In the short term, the impact is inevitable. The sudden loss of a founder is a significant event for any project, especially one like Ondo, which heavily relies on institutional partnerships, regulatory communication, and long-term product roadmaps. The market's immediate concerns will likely revolve around three questions: First, whether the founder's vision can still be continued. Second, whether institutional partners will reassess their collaboration pace. Third, whether ONDO, as a tokenization narrative asset, will be re-priced due to the departure of its key figure.
However, in the medium to long term, Ondo is not a project sustained solely by the personal brand of a single founder. Over the past few years, it has built a relatively comprehensive product matrix and assembled a management team with strong traditional finance backgrounds. Particularly, the new CEO, Ian De Bode, is not an unfamiliar outsider parachuted in temporarily, but a key figure within Ondo who has long been responsible for strategy, products, and daily operations.
New CEO Ian De Bode posted in remembrance of Nathan Allman
Ian De Bode was previously a partner at McKinsey & Company, where he led its digital assets-related business. After joining Ondo in 2024, he first served as Chief Strategy Officer before becoming President. Ondo's announcement also noted that Ian has led the company's strategy, products, and daily operations for over two years and has the full support of the management team.
Lan De Bode introduces ONDO on CNBC
Based on their profiles, Ian De Bode and Nathan Allman share similarities: neither came from a purely crypto background; both entered the digital asset industry from traditional finance, consulting, and institutional service systems. Nathan was more of a product and vision-oriented founder, responsible for building Ondo from zero to its current position. Ian leans more towards institutional strategy and execution, familiar with the real demands of large corporations, financial institutions, and senior executives regarding tokenization.
This might be particularly crucial for the next phase of Ondo's journey. The first half of RWA was about narrative and product validation; the second half will inevitably focus on compliance, distribution, liquidity, and institutional partnerships. Whoever can scale asset size, connect brokers, custodians, market makers, public chains, wallets, and trading scenarios, has a chance to turn "tokenization" from a concept into market infrastructure. Ian De Bode's background aligns more closely with the requirements of this phase.
Of course, this doesn't mean Ondo is without risks. ONDO holders need to clearly distinguish one thing: the growth of Ondo's product scale does not automatically equate to the ONDO token receiving direct revenue share. ONDO primarily carries governance, ecosystem, and RWA narrative premium, not the US treasury yields themselves. When the market labels it the "first tokenization target," what's being bought is Ondo's representativeness and growth expectations within the RWA sector, not a direct claim on the cash flows of assets under Ondo's management.
Therefore, Nathan Allman's passing is also a stress test for Ondo. It tests whether this project is merely a founder-driven narrative or has evolved into a set of financial infrastructure capable of sustainable operation.

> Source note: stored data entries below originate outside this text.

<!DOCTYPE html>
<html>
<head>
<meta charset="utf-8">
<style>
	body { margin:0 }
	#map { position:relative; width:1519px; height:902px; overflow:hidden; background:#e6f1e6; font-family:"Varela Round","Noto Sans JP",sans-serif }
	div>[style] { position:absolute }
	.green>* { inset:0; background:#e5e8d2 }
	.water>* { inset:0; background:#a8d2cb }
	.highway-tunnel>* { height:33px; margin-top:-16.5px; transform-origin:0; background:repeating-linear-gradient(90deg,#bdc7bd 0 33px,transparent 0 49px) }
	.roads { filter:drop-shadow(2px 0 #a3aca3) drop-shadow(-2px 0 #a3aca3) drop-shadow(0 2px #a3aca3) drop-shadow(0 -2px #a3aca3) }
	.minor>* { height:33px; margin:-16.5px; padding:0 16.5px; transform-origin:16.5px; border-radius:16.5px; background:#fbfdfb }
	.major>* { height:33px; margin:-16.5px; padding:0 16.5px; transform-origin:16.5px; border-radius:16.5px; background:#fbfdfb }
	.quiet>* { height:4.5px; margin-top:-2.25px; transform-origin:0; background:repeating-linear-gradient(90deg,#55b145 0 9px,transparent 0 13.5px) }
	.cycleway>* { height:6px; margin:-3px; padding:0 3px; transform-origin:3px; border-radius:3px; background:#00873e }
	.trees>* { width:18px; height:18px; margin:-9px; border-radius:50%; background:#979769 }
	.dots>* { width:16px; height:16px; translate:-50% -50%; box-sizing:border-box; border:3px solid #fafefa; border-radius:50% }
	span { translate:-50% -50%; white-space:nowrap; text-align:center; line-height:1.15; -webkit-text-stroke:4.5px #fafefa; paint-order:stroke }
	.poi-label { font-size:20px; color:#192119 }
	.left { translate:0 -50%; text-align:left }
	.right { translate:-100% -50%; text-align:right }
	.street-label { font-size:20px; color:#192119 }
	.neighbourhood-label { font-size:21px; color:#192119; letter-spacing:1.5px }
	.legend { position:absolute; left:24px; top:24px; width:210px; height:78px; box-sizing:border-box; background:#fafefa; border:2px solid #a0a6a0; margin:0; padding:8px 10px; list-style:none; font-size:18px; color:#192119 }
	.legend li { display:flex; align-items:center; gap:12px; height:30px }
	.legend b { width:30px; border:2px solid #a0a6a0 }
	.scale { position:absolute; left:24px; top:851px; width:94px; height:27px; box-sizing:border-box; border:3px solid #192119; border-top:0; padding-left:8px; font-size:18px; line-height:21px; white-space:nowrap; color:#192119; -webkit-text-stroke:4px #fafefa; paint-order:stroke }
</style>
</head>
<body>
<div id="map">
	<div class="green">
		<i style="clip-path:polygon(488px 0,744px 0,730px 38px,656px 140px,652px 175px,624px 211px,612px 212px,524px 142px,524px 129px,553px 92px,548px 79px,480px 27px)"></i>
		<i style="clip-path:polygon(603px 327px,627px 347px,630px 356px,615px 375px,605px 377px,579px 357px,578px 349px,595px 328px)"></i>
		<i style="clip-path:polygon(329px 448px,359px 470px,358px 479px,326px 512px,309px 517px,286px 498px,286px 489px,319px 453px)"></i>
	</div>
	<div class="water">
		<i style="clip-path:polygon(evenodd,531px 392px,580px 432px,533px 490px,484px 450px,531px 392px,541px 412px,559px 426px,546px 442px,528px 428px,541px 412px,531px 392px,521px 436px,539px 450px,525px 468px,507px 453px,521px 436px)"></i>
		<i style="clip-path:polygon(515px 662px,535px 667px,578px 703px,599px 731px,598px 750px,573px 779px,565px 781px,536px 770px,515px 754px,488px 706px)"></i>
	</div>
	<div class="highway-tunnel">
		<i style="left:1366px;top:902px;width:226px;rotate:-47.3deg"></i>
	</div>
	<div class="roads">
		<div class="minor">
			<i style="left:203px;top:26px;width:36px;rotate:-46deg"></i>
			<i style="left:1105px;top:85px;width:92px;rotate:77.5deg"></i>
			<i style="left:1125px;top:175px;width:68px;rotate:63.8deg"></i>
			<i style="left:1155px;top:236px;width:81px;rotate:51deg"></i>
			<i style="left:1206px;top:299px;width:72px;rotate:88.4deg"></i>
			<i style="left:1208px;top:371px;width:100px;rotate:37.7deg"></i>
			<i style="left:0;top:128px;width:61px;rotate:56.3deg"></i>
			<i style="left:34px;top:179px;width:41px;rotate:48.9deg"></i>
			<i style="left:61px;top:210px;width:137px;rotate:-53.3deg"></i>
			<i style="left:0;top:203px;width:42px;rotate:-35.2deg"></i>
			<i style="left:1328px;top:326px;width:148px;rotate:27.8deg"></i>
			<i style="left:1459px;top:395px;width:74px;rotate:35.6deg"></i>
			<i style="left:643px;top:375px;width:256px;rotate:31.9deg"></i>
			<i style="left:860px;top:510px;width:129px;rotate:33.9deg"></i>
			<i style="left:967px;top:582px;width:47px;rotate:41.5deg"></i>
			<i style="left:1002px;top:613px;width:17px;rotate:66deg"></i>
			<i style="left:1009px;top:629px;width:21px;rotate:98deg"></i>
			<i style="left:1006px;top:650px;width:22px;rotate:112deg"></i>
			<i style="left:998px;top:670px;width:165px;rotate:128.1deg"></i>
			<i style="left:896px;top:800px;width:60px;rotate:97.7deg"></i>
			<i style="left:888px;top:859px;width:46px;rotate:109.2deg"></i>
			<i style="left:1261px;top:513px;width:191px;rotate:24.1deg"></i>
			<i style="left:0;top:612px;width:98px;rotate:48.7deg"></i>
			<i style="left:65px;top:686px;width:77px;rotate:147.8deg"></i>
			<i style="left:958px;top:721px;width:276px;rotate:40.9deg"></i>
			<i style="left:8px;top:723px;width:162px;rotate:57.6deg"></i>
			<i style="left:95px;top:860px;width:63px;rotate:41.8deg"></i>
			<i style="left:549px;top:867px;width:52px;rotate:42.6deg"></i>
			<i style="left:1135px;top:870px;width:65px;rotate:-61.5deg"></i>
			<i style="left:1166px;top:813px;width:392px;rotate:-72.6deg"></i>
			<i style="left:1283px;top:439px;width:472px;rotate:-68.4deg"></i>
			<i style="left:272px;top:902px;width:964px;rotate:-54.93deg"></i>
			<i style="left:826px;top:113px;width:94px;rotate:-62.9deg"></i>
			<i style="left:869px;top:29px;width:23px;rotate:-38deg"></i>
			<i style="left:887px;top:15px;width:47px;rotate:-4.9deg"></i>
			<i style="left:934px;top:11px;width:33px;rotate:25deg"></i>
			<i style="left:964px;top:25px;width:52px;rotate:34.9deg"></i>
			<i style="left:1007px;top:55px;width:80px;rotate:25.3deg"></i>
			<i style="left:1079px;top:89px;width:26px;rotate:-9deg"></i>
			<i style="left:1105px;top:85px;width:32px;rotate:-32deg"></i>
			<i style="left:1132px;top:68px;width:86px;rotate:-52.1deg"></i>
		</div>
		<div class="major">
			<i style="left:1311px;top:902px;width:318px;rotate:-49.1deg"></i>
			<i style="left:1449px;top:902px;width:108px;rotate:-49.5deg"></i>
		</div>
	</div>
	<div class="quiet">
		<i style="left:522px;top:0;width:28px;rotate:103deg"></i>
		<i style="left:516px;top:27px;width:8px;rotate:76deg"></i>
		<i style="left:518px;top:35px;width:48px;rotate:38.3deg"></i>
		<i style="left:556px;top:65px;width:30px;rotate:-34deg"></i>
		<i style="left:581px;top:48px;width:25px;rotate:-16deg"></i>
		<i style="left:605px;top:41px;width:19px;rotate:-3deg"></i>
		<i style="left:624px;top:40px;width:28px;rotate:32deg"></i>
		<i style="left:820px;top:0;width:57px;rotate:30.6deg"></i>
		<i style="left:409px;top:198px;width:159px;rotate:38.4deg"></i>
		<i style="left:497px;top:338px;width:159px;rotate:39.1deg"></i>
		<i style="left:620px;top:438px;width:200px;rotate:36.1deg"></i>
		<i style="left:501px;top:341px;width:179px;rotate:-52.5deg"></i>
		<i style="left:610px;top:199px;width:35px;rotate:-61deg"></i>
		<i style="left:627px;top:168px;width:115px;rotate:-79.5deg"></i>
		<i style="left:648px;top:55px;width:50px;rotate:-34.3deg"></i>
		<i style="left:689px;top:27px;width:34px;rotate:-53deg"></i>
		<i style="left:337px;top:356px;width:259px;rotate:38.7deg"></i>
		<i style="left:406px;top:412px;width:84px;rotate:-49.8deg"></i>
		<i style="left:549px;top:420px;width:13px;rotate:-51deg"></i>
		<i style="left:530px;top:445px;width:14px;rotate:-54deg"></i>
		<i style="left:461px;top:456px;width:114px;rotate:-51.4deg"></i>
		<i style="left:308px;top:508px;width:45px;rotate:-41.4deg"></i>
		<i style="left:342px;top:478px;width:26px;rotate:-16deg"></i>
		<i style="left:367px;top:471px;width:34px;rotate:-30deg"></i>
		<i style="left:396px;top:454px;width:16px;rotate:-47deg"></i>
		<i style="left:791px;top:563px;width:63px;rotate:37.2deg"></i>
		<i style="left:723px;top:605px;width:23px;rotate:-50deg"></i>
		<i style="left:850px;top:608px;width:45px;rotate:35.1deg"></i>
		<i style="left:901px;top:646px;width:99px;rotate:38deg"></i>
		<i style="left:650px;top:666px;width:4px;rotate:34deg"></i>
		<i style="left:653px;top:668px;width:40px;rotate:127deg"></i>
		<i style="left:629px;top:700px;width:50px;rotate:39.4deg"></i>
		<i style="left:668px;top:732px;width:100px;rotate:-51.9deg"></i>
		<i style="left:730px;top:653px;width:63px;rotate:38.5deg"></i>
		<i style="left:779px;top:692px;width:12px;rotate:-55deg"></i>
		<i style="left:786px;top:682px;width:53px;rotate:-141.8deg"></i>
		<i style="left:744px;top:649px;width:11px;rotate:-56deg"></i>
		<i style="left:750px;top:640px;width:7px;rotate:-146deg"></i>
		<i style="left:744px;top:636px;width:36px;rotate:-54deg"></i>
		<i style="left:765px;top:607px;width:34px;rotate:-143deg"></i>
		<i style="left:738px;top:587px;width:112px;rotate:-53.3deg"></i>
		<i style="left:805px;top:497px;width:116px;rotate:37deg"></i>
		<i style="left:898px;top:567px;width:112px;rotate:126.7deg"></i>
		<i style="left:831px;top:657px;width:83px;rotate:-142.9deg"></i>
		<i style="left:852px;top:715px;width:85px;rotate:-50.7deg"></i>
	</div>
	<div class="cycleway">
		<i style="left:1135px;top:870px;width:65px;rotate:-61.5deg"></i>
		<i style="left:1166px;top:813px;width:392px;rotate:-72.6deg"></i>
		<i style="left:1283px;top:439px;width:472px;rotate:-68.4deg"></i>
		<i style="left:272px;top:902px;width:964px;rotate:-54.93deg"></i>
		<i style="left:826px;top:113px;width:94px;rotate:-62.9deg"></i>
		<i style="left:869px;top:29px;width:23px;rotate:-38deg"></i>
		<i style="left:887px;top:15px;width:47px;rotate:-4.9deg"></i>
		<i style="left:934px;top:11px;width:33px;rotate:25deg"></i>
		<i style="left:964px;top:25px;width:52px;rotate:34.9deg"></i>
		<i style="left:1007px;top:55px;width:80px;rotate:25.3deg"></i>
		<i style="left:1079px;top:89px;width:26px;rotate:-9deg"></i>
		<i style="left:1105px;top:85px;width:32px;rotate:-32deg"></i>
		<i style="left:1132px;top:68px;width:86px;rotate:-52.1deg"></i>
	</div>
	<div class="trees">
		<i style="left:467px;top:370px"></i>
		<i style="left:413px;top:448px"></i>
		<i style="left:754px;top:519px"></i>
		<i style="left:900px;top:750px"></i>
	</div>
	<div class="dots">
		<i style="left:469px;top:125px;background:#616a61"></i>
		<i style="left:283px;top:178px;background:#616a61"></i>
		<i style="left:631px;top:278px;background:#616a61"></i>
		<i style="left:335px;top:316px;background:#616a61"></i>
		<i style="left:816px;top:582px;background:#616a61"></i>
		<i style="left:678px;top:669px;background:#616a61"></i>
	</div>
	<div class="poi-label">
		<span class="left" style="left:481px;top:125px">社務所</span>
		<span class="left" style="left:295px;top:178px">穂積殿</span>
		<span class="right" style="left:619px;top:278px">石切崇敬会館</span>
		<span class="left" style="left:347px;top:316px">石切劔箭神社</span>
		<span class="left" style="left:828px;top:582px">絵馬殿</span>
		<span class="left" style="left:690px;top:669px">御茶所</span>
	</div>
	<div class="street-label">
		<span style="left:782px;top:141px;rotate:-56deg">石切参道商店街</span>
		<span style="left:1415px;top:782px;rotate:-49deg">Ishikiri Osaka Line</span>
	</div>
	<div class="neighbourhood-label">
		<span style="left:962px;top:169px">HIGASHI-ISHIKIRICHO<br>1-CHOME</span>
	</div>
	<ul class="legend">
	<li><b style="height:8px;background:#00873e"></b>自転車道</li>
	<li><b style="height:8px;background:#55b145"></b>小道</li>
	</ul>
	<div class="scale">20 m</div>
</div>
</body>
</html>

If Ian De Bode can maintain the product momentum, sustain institutional partnerships, and continue to drive the expansion of Ondo Global Markets, USDY, and OUSG, then the short-term emotional impact may gradually be absorbed by business continuity.
However, if subsequent product development slows down, institutional collaboration voices weaken, or the market begins to question ONDO's value capture capabilities, then this event could also become a node for re-evaluating valuations and the narrative.
For the RWA sector, Nathan Allman's passing is a loss. What he truly leaves behind is not just the Ondo project itself, but a clearer path: the crypto industry doesn't necessarily have to create new assets on-chain; it can also bring the world's largest and most mature financial asset markets into the on-chain world. Whether ONDO can continue to hold the position of the "first tokenization target" will depend not on words of mourning, but on whether the new team can continue to deliver products, asset scale, and genuine demand.